*** Opening of SOURCE DATA ***

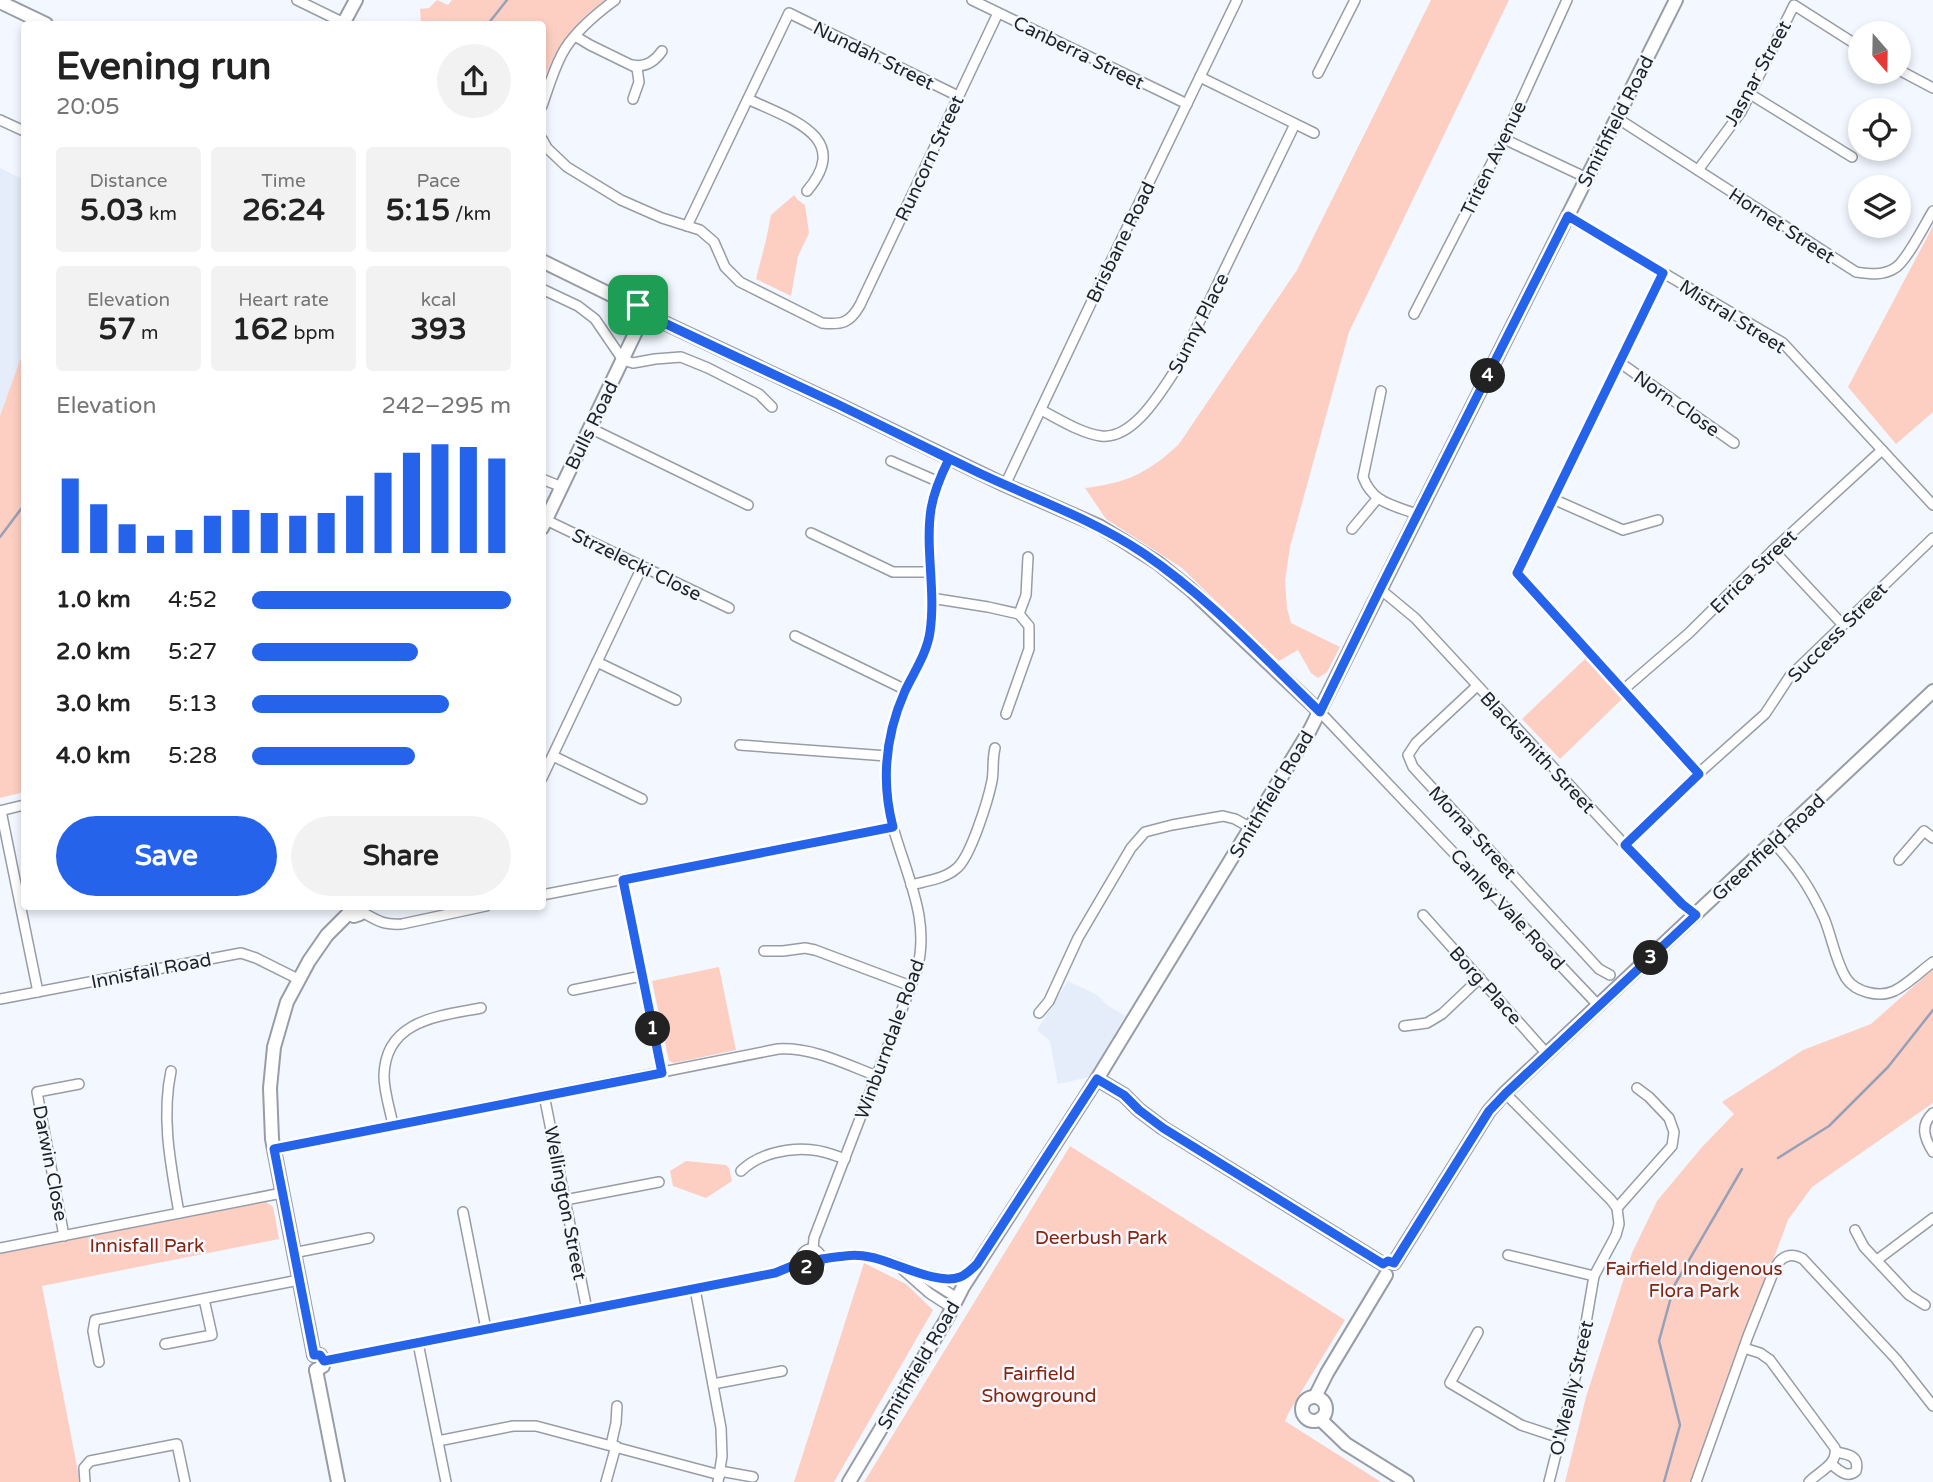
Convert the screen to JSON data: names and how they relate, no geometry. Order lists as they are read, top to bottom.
{
  "streets": {
    "main road": ["Smithfield Road", "Bulls Road", "Greenfield Road"],
    "street": [
      "Canberra Street",
      "Nundah Street",
      "Jasnar Street",
      "Runcorn Street",
      "Triten Avenue",
      "Hornet Street",
      "Brisbane Road",
      "Mistral Street",
      "Sunny Place",
      "Norn Close",
      "Strzelecki Close",
      "Errica Street",
      "Success Street",
      "Blacksmith Street",
      "Morna Street",
      "Canley Vale Road",
      "Innisfail Road",
      "Borg Place",
      "Winburndale Road",
      "Darwin Close",
      "Wellington Street",
      "O'Meally Street"
    ]
  },
  "crossings": [
    ["Canberra Street", "Runcorn Street"],
    ["Canberra Street", "Brisbane Road"],
    ["Nundah Street", "Runcorn Street"],
    ["Jasnar Street", "Hornet Street"],
    ["Smithfield Road", "Hornet Street"],
    ["Smithfield Road", "Mistral Street"],
    ["Smithfield Road", "Blacksmith Street"],
    ["Smithfield Road", "Canley Vale Road"],
    ["Brisbane Road", "Sunny Place"],
    ["Mistral Street", "Errica Street"],
    ["Success Street", "Blacksmith Street"],
    ["Blacksmith Street", "Morna Street"],
    ["Blacksmith Street", "Greenfield Road"],
    ["Greenfield Road", "Canley Vale Road"],
    ["Greenfield Road", "Borg Place"]
  ],
  "parks": [
    "Deerbush Park",
    "Innisfall Park",
    "Fairfield Indigenous Flora Park",
    "Fairfield Showground"
  ],
  "north": "bottom",
  "page": {
    "heading": ["Evening run", "20:05"],
    "stats": [
      ["Distance", "5.03 km"],
      ["Time", "26:24"],
      ["Pace", "5:15 /km"],
      ["Elevation", "57 m"],
      ["Heart rate", "162 bpm"],
      ["kcal", "393"]
    ],
    "pins": [
      "4",
      "3",
      "1",
      "2"
    ],
    "chart": ["Elevation", "242–295 m"],
    "list": [
      {
        "name": "1.0 km",
        "note": "4:52"
      },
      {
        "name": "2.0 km",
        "note": "5:27"
      },
      {
        "name": "3.0 km",
        "note": "5:13"
      },
      {
        "name": "4.0 km",
        "note": "5:28"
      }
    ],
    "buttons": ["Save", "Share"]
  }
}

*** Close of SOURCE DATA ***

● WORK ORDER
The word "Runcorn" appears on some lines of the data above; count those lines and give only the total.

● EXERCISE ANSWER
3